*** Block opens ***

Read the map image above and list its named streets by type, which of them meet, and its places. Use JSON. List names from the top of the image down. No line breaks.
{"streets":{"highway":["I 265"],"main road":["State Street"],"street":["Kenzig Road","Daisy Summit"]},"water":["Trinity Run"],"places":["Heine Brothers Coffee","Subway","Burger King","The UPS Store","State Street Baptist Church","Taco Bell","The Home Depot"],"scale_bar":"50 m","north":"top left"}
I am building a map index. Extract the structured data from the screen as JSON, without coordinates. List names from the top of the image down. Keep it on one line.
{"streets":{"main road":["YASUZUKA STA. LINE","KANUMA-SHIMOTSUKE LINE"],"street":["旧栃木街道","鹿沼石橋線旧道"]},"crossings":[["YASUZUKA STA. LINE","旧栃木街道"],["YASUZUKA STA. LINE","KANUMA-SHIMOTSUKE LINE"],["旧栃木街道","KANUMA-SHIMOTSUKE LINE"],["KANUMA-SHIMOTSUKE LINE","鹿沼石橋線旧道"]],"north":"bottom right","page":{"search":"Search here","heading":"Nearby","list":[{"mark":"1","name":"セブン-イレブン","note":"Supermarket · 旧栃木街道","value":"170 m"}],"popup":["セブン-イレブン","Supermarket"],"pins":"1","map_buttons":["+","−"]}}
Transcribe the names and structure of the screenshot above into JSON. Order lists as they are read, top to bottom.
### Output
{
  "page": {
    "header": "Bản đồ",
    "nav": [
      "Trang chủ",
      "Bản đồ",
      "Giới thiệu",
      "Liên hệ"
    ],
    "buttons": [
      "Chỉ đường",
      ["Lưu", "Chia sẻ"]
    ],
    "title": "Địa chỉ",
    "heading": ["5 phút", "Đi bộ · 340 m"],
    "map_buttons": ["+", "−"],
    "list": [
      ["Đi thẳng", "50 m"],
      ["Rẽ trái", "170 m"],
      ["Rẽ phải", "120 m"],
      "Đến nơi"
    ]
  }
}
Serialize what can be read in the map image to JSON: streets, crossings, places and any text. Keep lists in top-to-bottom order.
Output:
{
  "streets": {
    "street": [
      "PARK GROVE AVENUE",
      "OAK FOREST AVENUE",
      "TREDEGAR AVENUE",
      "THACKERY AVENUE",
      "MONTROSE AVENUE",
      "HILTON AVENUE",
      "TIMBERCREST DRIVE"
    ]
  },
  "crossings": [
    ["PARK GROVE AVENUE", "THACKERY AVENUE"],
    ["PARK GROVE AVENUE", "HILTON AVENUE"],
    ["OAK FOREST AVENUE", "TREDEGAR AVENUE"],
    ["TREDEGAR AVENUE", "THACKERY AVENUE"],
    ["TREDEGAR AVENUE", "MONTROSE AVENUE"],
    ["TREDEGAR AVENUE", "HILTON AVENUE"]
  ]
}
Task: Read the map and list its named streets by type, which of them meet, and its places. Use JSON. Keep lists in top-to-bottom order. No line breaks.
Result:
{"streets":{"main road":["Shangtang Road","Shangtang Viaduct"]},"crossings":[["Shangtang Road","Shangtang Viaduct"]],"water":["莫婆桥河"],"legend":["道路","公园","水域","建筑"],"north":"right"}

*** Block closes ***

== Your assignment ==
Print the records above exactly as they appear.

== Solution below ==
Read the map image above and list its named streets by type, which of them meet, and its places. Use JSON. List names from the top of the image down. No line breaks.
{"streets":{"highway":["I 265"],"main road":["State Street"],"street":["Kenzig Road","Daisy Summit"]},"water":["Trinity Run"],"places":["Heine Brothers Coffee","Subway","Burger King","The UPS Store","State Street Baptist Church","Taco Bell","The Home Depot"],"scale_bar":"50 m","north":"top left"}
I am building a map index. Extract the structured data from the screen as JSON, without coordinates. List names from the top of the image down. Keep it on one line.
{"streets":{"main road":["YASUZUKA STA. LINE","KANUMA-SHIMOTSUKE LINE"],"street":["旧栃木街道","鹿沼石橋線旧道"]},"crossings":[["YASUZUKA STA. LINE","旧栃木街道"],["YASUZUKA STA. LINE","KANUMA-SHIMOTSUKE LINE"],["旧栃木街道","KANUMA-SHIMOTSUKE LINE"],["KANUMA-SHIMOTSUKE LINE","鹿沼石橋線旧道"]],"north":"bottom right","page":{"search":"Search here","heading":"Nearby","list":[{"mark":"1","name":"セブン-イレブン","note":"Supermarket · 旧栃木街道","value":"170 m"}],"popup":["セブン-イレブン","Supermarket"],"pins":"1","map_buttons":["+","−"]}}
Transcribe the names and structure of the screenshot above into JSON. Order lists as they are read, top to bottom.
### Output
{
  "page": {
    "header": "Bản đồ",
    "nav": [
      "Trang chủ",
      "Bản đồ",
      "Giới thiệu",
      "Liên hệ"
    ],
    "buttons": [
      "Chỉ đường",
      ["Lưu", "Chia sẻ"]
    ],
    "title": "Địa chỉ",
    "heading": ["5 phút", "Đi bộ · 340 m"],
    "map_buttons": ["+", "−"],
    "list": [
      ["Đi thẳng", "50 m"],
      ["Rẽ trái", "170 m"],
      ["Rẽ phải", "120 m"],
      "Đến nơi"
    ]
  }
}
Serialize what can be read in the map image to JSON: streets, crossings, places and any text. Keep lists in top-to-bottom order.
Output:
{
  "streets": {
    "street": [
      "PARK GROVE AVENUE",
      "OAK FOREST AVENUE",
      "TREDEGAR AVENUE",
      "THACKERY AVENUE",
      "MONTROSE AVENUE",
      "HILTON AVENUE",
      "TIMBERCREST DRIVE"
    ]
  },
  "crossings": [
    ["PARK GROVE AVENUE", "THACKERY AVENUE"],
    ["PARK GROVE AVENUE", "HILTON AVENUE"],
    ["OAK FOREST AVENUE", "TREDEGAR AVENUE"],
    ["TREDEGAR AVENUE", "THACKERY AVENUE"],
    ["TREDEGAR AVENUE", "MONTROSE AVENUE"],
    ["TREDEGAR AVENUE", "HILTON AVENUE"]
  ]
}
Task: Read the map and list its named streets by type, which of them meet, and its places. Use JSON. Keep lists in top-to-bottom order. No line breaks.
Result:
{"streets":{"main road":["Shangtang Road","Shangtang Viaduct"]},"crossings":[["Shangtang Road","Shangtang Viaduct"]],"water":["莫婆桥河"],"legend":["道路","公园","水域","建筑"],"north":"right"}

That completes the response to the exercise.